Most of their time is spent waiting. They alternate between sitting and standing and will occasionally walk around the tower for a different angle. Only through their zoom lenses can they truly get a glimpse of the peregrine’s life atop the tower. A problem technology could easily fix. They have a pretty good idea of the bird’s routines, but a web cam could fill in the gaps when they can’t be present in person.
Butler watches a web cam in Pennsylvania that offers viewers constant footage of falcons from several angles. Through this up-close look into their world, he has been able to watch their life: babies hatching, the mother bringing back food to the nest, both parents flying in and out.
“To see it that close up…it’s mind-boggling,” said DuCharme. “Fifteen years ago, nobody thought about that kind of stuff.”
The Internet, digital cameras, and smart phones have ushered in a new era of birdwatching, making the hobby more accessible. Through web cams and digital cameras, birds can be seen up-close at any time. Websites like eBird allow users to track their own bird sightings, explore bird maps, and alert others to their finds. The tagline for the site is “Birding in the 21st Century.”
Pre-Internet days, DeCharme remembers getting alerts via telephone about bird sightings, but they would be delayed. Technology offers immediacy. If an eBird user records a rare bird sighting, members in the area could know about the bird in real time.
Smart phones also allow for more accessible birdwatching with apps to help users recognize species, record bird calls, and quickly record video or take a picture for later study.
Sheila Hargis works in the police department as a civilian but has been an avid bird watcher for 20 plus years. She volunteers with Travis Audubon, a local chapter of Audubon, a national bird conservation and observation society. Instead of carrying field guides with her on Audubon field trips or personal outings, Hargis uses apps on her phone to identify birds.
“Some of these electronic field guides…link up to the eBird data and if there’s a bird you need to add to your life list then it will tell you, hey this bird is missing from your life list and there was one that just showed up in Bastrop last week and here is where it was seen,” said Hargis.
In 2014, The Cornell Lab of Ornithology released an app called Merlin, which helps new birdwatchers identify species. The app will ask a series of questions, from bird size to location of the sighting, then offer several possible matches of species that would normally be found in the area.
While technology makes birdwatching more accessible, it has drawbacks as well.
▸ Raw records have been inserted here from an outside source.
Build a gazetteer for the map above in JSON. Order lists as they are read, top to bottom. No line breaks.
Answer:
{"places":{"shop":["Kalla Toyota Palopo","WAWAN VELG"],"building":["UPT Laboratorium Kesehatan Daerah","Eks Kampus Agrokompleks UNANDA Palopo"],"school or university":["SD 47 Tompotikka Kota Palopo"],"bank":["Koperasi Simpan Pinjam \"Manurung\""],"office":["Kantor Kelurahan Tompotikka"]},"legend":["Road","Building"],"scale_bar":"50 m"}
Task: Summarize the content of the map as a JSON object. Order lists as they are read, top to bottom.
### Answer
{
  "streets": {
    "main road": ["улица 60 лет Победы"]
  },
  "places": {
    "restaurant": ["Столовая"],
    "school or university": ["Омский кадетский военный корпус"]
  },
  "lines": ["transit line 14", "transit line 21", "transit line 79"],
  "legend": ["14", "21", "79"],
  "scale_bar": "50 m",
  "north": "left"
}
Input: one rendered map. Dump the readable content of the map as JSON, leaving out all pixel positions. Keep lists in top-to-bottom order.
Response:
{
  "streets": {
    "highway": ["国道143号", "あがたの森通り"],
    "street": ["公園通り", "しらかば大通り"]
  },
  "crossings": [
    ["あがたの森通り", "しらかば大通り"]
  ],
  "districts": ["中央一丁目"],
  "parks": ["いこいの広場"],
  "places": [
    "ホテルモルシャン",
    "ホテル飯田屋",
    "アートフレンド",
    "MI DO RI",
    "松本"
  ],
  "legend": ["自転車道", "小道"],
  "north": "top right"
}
“We’re busy entering data on our phone,” said Hargis. “We’re maybe not as connected to watching what’s happening.”
UT student Agustín Rodrigeuz began birdwatching this semester for his class Biology of Birds. He fears technology would discourage people from going out into nature since “you [could] see more ‘exciting’ birds just browsing the Internet.”
DuCharme hopes that a web cam will be installed on the UT tower soon so he can get a more intimate look at his long-time companion. But he’s also not ready for birdwatching to become completely integrated with technology.
He has a few birds he’s got his eye on right now and he’s not sure if he’s ready to share them with the world yet.